I am use cuda-gdb on cuda-12.5 with driver 535. I am building cuda-gdb from source.
I am using cuda-gdb to attaching on pytorch training process, my nccl is build with -O3 -lineinfo.
On previous version of cuda-gdb(12.1), the inlined information are working well, but cuda-gdb on cuda12.5 missing inlined info, the symbol of inlined function are truncated
#0 ncclDevFunc_AllGather_RING_SIMPLE ()
at nccl/src/device/./prims_simple.h:239 in 2EaS1_Li2ELi2EE9ScattererILb1EEclILi1ELi0ELi1ELi0ELi7EEEviiiiiPPviS9_PiEUliE_ZS7_ILi1ELi0ELi1ELi0ELi7EEviiiiiS9_iS9_SA_EUliE0_EviRimPmbiRKT11_iRKT12_RT10_SM_ inlined from prims_simple.h:757
#1 0x00007fd7d5d826a0 in ncclDevKernel_AllGather_RING_LL<<<(16,1,1),(544,1,1)>>> () at nccl/src/device/./common.h:198 in 0ELi1ELi0ELi1ELi0ELin1EEEvllib inlined from all_gather.cu:3
How can I get full symbol name of inlined function?

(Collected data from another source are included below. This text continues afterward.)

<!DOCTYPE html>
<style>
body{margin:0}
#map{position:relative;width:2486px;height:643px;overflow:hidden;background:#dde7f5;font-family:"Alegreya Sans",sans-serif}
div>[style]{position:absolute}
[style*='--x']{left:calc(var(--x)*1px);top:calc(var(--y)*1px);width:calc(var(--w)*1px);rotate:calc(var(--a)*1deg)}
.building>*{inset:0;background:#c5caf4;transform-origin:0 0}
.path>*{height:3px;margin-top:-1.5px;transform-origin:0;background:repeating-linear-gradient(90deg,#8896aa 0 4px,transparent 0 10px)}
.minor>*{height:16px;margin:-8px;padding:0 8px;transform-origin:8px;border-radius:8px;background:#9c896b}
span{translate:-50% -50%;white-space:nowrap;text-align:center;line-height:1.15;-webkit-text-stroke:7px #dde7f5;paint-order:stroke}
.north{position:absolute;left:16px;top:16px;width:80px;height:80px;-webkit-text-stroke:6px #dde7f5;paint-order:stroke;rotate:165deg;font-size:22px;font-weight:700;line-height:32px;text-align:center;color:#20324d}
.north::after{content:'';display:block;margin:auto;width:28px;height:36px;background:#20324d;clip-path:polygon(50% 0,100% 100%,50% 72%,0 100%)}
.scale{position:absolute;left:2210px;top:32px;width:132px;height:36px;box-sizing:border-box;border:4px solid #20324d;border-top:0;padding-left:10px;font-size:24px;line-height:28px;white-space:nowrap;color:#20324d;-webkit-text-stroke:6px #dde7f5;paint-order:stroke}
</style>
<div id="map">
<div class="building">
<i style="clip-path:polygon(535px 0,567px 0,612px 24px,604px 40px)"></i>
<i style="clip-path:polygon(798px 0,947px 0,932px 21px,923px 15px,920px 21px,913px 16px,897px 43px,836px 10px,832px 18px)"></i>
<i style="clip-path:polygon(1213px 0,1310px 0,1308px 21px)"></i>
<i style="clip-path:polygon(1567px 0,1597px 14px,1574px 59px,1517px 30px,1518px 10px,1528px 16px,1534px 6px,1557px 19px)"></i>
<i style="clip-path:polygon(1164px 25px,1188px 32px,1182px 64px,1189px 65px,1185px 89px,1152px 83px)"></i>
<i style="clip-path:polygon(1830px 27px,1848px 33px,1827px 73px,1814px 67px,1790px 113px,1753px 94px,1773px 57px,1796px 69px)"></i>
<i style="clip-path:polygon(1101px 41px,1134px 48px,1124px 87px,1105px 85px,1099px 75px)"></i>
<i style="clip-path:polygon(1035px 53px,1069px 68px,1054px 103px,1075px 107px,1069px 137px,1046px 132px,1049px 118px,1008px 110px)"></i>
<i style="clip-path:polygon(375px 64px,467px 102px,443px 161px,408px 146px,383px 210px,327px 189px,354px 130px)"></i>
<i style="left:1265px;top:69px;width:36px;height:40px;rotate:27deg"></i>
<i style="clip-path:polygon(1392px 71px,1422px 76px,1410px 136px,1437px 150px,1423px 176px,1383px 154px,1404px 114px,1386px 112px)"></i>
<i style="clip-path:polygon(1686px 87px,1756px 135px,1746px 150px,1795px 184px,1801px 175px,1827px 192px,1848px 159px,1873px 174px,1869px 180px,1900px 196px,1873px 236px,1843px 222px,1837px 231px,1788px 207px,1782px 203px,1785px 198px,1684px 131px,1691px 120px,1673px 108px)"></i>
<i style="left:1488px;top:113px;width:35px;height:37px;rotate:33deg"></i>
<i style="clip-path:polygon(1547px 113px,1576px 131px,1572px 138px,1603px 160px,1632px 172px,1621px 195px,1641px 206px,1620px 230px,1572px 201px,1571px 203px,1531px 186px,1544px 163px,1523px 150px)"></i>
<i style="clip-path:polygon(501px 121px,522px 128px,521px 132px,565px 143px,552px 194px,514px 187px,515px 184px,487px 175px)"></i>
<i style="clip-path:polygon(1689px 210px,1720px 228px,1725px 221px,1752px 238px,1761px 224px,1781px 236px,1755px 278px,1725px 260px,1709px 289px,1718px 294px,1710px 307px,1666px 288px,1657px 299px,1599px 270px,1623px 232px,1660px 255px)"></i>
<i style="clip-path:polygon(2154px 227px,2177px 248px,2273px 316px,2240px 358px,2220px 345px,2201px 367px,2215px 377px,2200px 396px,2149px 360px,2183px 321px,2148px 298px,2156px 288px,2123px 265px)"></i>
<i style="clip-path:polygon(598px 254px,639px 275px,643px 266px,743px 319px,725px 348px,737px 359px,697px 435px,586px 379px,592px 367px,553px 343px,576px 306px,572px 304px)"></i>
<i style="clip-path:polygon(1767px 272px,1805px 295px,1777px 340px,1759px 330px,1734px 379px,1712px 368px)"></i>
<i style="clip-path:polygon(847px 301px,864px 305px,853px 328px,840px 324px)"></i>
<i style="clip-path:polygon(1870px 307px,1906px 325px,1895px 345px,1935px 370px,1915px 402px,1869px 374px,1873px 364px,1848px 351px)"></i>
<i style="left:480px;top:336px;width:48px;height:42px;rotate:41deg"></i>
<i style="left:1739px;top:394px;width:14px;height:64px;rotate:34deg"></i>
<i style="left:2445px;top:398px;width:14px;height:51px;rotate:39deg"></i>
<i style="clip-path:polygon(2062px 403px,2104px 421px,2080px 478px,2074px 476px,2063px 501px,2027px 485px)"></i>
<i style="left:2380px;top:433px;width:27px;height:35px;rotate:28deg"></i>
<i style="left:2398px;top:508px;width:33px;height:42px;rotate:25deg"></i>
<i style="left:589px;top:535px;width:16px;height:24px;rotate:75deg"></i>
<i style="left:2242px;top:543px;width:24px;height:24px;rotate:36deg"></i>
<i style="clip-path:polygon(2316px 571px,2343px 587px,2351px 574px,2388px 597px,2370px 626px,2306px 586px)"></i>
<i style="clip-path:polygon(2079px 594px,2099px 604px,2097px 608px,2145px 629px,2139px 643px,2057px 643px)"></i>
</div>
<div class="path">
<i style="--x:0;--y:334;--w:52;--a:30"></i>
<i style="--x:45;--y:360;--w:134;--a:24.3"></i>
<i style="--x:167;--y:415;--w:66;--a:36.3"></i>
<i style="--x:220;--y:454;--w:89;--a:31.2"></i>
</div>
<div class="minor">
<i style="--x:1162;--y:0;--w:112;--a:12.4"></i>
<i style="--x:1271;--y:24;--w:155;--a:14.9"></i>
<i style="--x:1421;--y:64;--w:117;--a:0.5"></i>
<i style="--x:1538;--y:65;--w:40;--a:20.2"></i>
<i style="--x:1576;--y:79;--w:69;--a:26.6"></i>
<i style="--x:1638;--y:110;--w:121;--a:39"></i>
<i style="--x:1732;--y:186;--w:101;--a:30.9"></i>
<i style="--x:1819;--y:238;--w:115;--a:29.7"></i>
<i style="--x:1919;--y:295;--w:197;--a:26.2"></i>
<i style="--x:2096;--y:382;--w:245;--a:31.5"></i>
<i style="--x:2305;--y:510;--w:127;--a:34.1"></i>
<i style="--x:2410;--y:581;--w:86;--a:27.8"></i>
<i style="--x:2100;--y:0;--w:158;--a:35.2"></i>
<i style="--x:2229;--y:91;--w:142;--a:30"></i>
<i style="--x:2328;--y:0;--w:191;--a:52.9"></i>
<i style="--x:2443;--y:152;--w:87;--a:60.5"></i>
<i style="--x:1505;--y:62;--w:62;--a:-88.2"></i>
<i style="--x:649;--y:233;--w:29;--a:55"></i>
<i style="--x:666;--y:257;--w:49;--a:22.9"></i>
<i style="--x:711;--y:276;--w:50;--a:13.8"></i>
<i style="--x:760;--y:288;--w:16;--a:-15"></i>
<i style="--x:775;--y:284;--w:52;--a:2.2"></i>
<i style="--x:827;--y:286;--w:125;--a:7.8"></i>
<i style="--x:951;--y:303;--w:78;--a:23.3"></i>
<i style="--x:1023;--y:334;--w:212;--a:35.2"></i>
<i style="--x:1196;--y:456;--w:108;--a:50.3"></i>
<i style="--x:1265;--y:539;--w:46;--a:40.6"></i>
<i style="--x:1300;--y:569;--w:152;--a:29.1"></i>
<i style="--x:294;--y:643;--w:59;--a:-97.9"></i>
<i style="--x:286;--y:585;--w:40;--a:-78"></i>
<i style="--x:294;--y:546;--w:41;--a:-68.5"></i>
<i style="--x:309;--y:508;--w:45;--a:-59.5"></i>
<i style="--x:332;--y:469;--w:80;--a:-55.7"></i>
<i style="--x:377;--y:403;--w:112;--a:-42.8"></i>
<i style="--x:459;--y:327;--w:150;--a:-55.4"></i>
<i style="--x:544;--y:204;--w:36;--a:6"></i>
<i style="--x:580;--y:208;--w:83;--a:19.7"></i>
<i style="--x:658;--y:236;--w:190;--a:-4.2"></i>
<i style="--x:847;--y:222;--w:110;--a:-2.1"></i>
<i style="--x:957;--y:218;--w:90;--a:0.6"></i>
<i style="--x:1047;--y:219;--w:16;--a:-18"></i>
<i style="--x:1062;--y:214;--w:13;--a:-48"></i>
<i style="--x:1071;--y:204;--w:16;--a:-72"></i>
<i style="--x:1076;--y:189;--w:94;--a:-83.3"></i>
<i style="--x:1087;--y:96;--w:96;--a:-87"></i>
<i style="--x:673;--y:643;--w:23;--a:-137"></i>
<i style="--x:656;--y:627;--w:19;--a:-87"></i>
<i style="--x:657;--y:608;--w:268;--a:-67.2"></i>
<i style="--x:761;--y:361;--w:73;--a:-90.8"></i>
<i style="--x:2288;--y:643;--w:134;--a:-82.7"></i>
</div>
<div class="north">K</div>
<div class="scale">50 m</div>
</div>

Can you share the output of “nvidia-smi”? This will tell us some more information about your system and the GPUs installed.
When you said it worked with cuda-gdb from r12.1 but failed with r12.5, did you rebuild with the r12.5 compiler, or were you using the same binaries as you did with r12.1? This will help us determine if this is a compiler issue, or if it’s a debugger one.